What the exercise asks
Output the records below verbatim, minus the pictures.

Listed records
↓↓↓

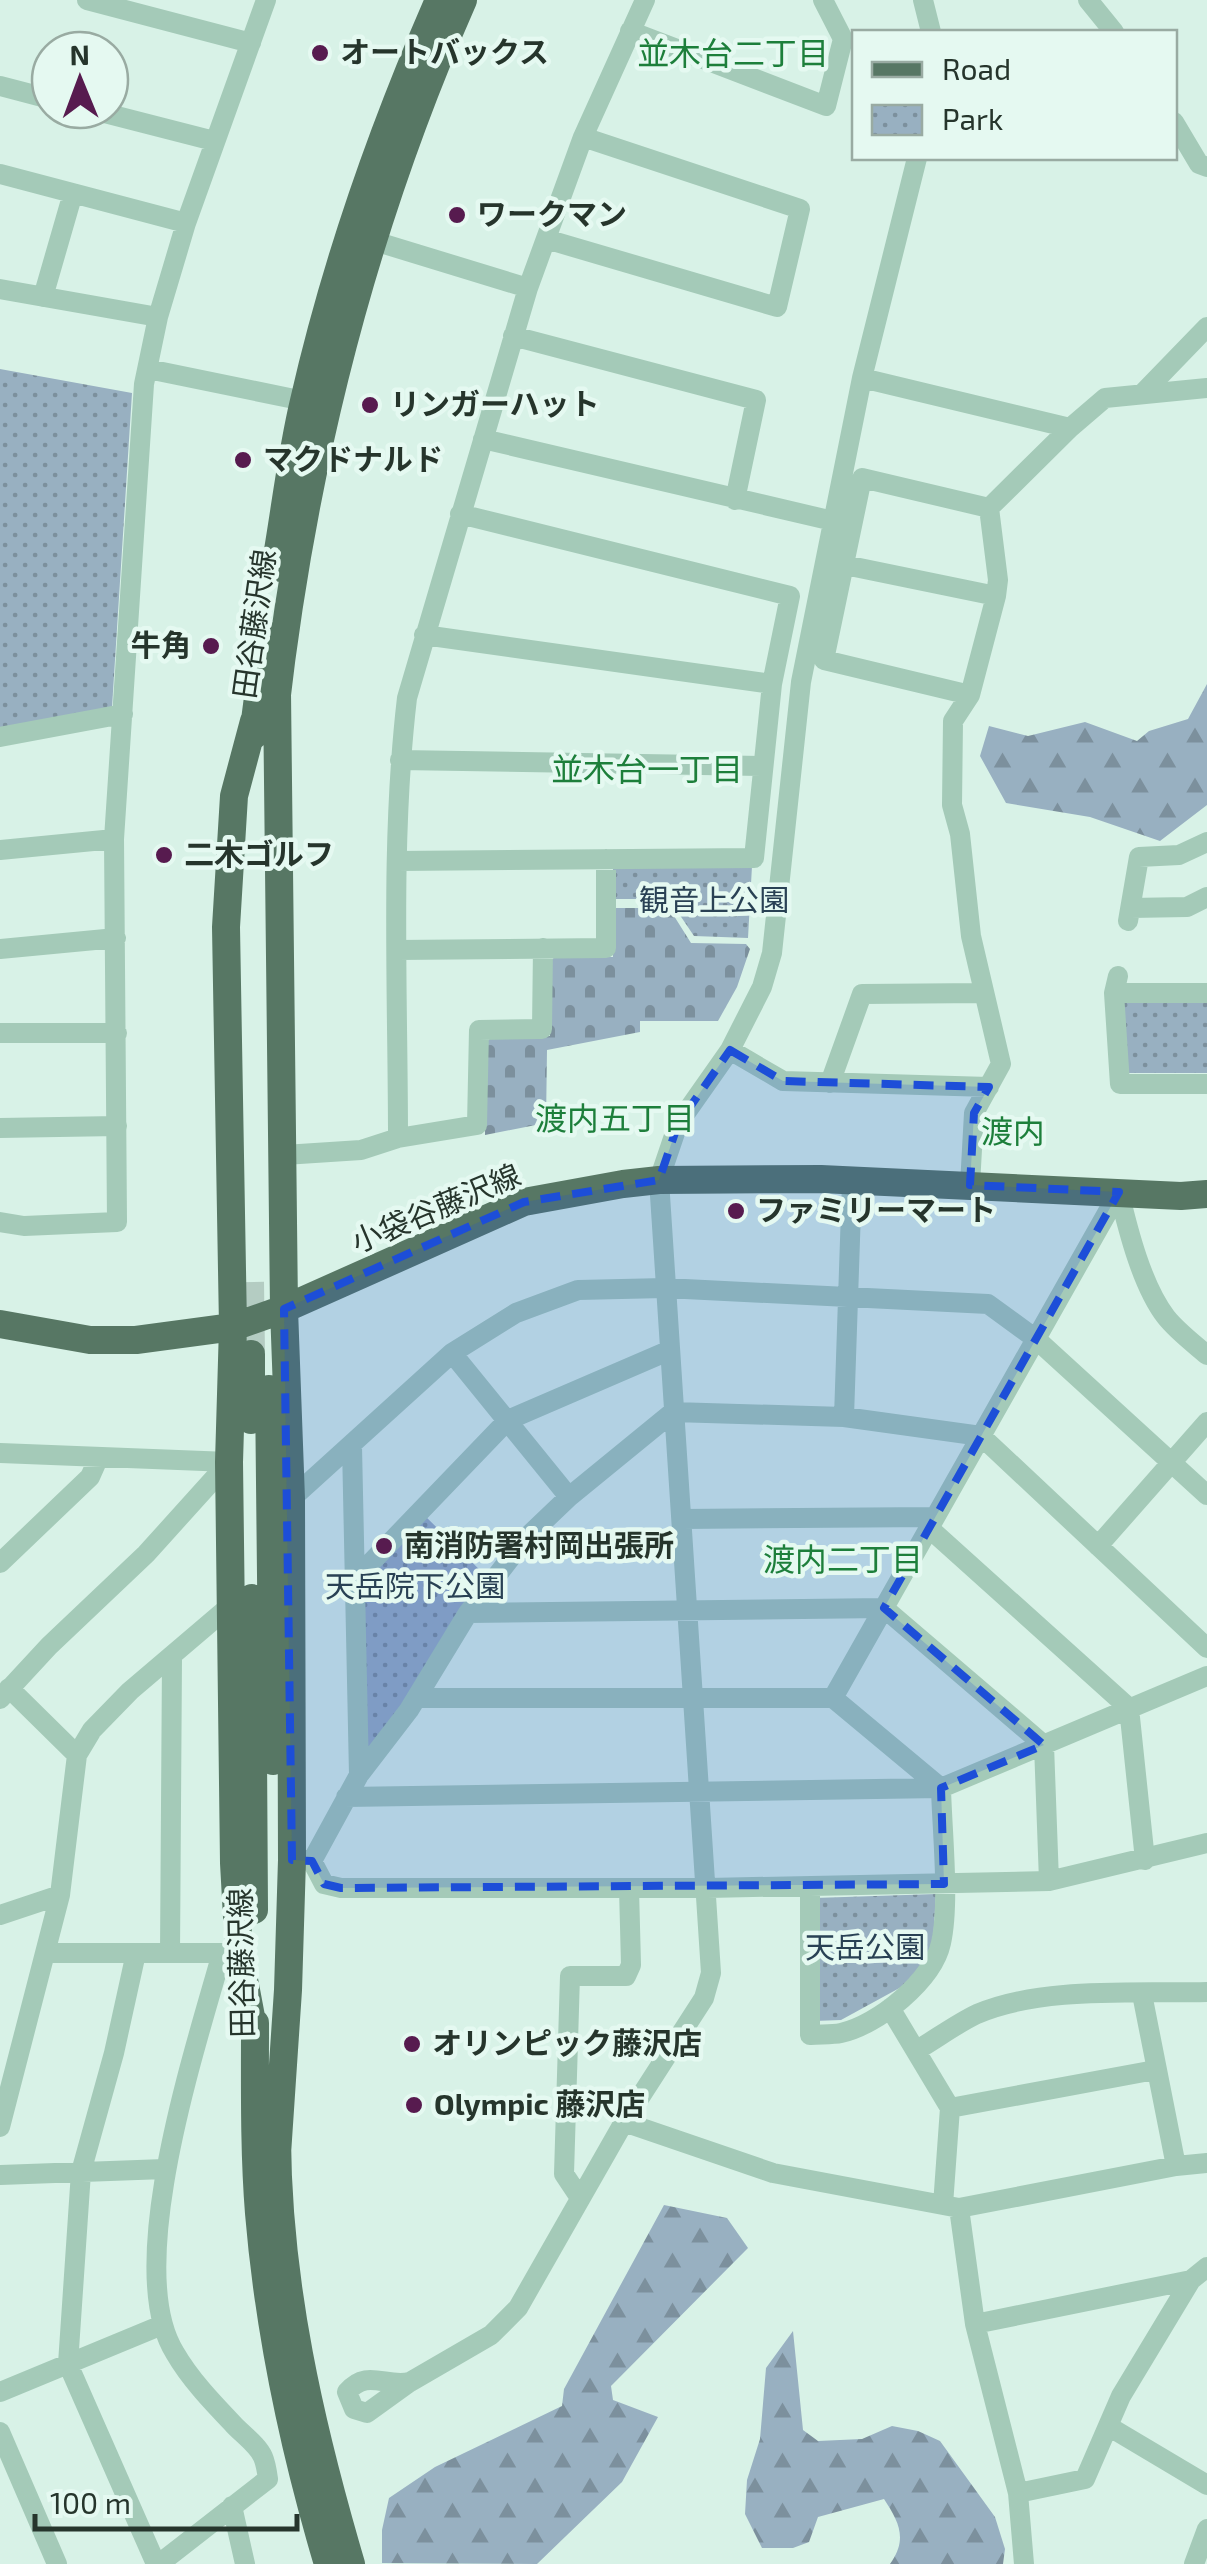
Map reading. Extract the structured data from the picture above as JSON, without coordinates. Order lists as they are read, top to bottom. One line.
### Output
{"streets":{"main road":["田谷藤沢線","小袋谷藤沢線"]},"districts":["並木台二丁目","並木台一丁目","渡内五丁目","渡内","渡内二丁目"],"parks":["観音上公園","天岳院下公園","天岳公園"],"places":["オートバックス","ワークマン","リンガーハット","マクドナルド","牛角","二木ゴルフ","ファミリーマート","南消防署村岡出張所","オリンピック藤沢店","Olympic 藤沢店"],"legend":["Road","Park"],"scale_bar":"100 m","north":"top"}
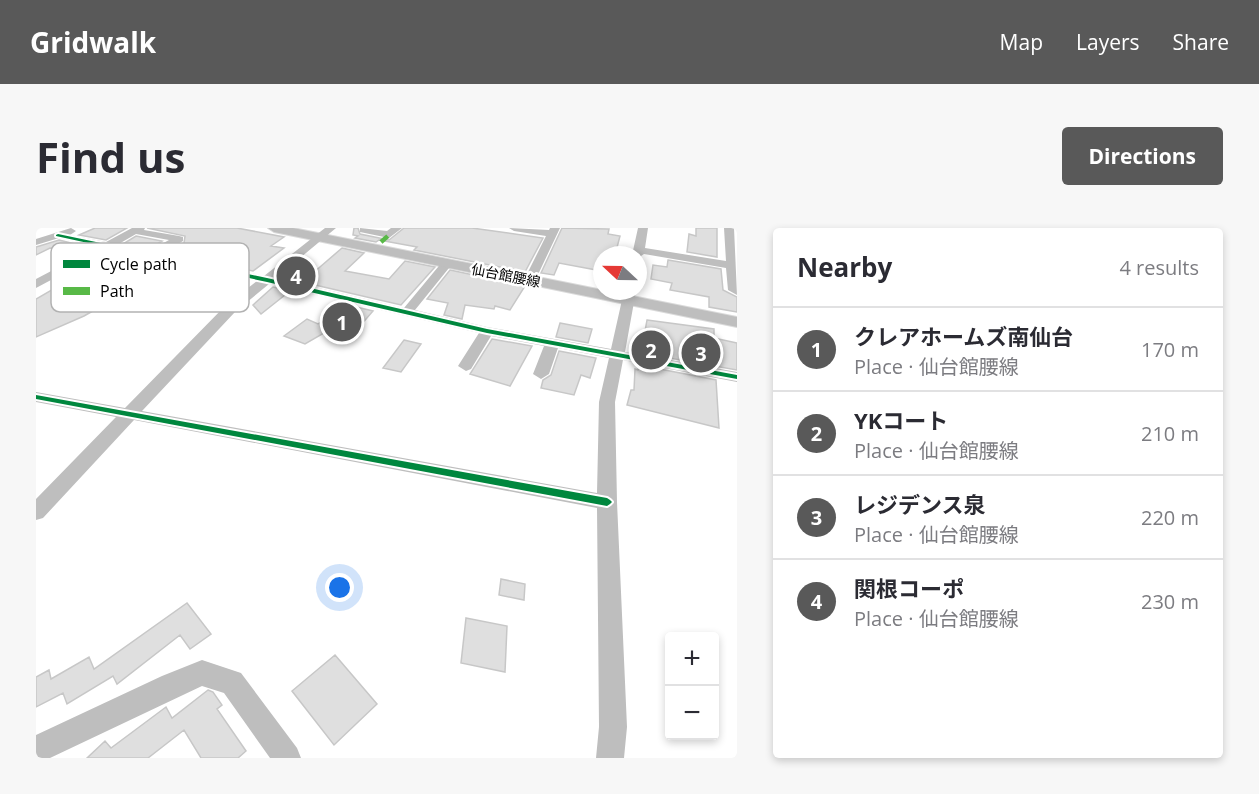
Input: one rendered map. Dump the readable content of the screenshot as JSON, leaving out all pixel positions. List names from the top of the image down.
{
  "streets": {
    "main road": ["仙台館腰線"]
  },
  "legend": ["Cycle path", "Path"],
  "north": "left",
  "page": {
    "header": "Gridwalk",
    "nav": ["Map", "Layers", "Share"],
    "buttons": "Directions",
    "title": "Find us",
    "heading": ["Nearby", "4 results"],
    "pins": [
      "4",
      "1",
      "2",
      "3"
    ],
    "list": [
      {
        "mark": "1",
        "name": "クレアホームズ南仙台",
        "note": "Place · 仙台館腰線",
        "value": "170 m"
      },
      {
        "mark": "2",
        "name": "YKコート",
        "note": "Place · 仙台館腰線",
        "value": "210 m"
      },
      {
        "mark": "3",
        "name": "レジデンス泉",
        "note": "Place · 仙台館腰線",
        "value": "220 m"
      },
      {
        "mark": "4",
        "name": "関根コーポ",
        "note": "Place · 仙台館腰線",
        "value": "230 m"
      }
    ],
    "map_buttons": ["+", "−"]
  }
}
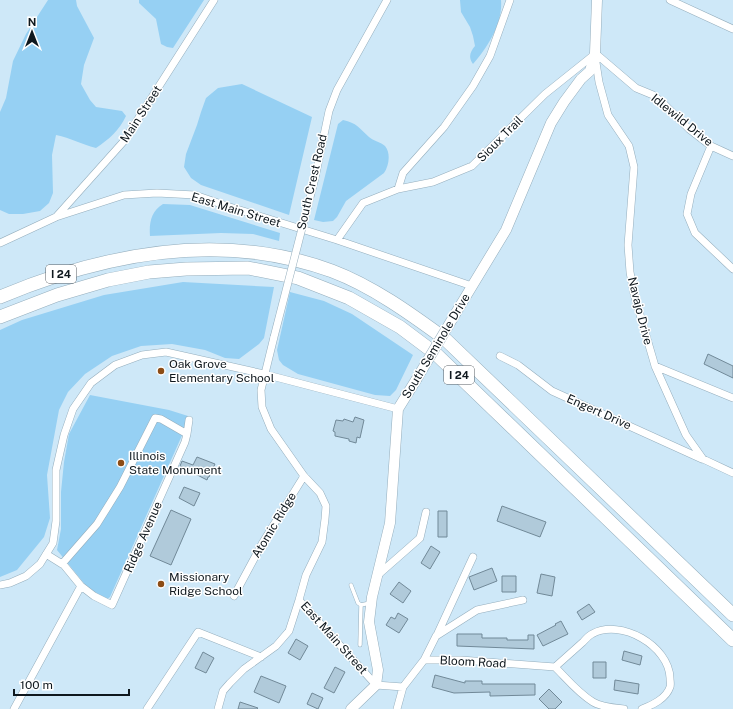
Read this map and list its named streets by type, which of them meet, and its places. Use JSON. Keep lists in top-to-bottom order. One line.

↑↑↑

Result below
Map reading. Extract the structured data from the picture above as JSON, without coordinates. Order lists as they are read, top to bottom. One line.
### Output
{"streets":{"main road":["田谷藤沢線","小袋谷藤沢線"]},"districts":["並木台二丁目","並木台一丁目","渡内五丁目","渡内","渡内二丁目"],"parks":["観音上公園","天岳院下公園","天岳公園"],"places":["オートバックス","ワークマン","リンガーハット","マクドナルド","牛角","二木ゴルフ","ファミリーマート","南消防署村岡出張所","オリンピック藤沢店","Olympic 藤沢店"],"legend":["Road","Park"],"scale_bar":"100 m","north":"top"}
Input: one rendered map. Dump the readable content of the screenshot as JSON, leaving out all pixel positions. List names from the top of the image down.
{
  "streets": {
    "main road": ["仙台館腰線"]
  },
  "legend": ["Cycle path", "Path"],
  "north": "left",
  "page": {
    "header": "Gridwalk",
    "nav": ["Map", "Layers", "Share"],
    "buttons": "Directions",
    "title": "Find us",
    "heading": ["Nearby", "4 results"],
    "pins": [
      "4",
      "1",
      "2",
      "3"
    ],
    "list": [
      {
        "mark": "1",
        "name": "クレアホームズ南仙台",
        "note": "Place · 仙台館腰線",
        "value": "170 m"
      },
      {
        "mark": "2",
        "name": "YKコート",
        "note": "Place · 仙台館腰線",
        "value": "210 m"
      },
      {
        "mark": "3",
        "name": "レジデンス泉",
        "note": "Place · 仙台館腰線",
        "value": "220 m"
      },
      {
        "mark": "4",
        "name": "関根コーポ",
        "note": "Place · 仙台館腰線",
        "value": "230 m"
      }
    ],
    "map_buttons": ["+", "−"]
  }
}
Read this map and list its named streets by type, which of them meet, and its places. Use JSON. Keep lists in top-to-bottom order. One line.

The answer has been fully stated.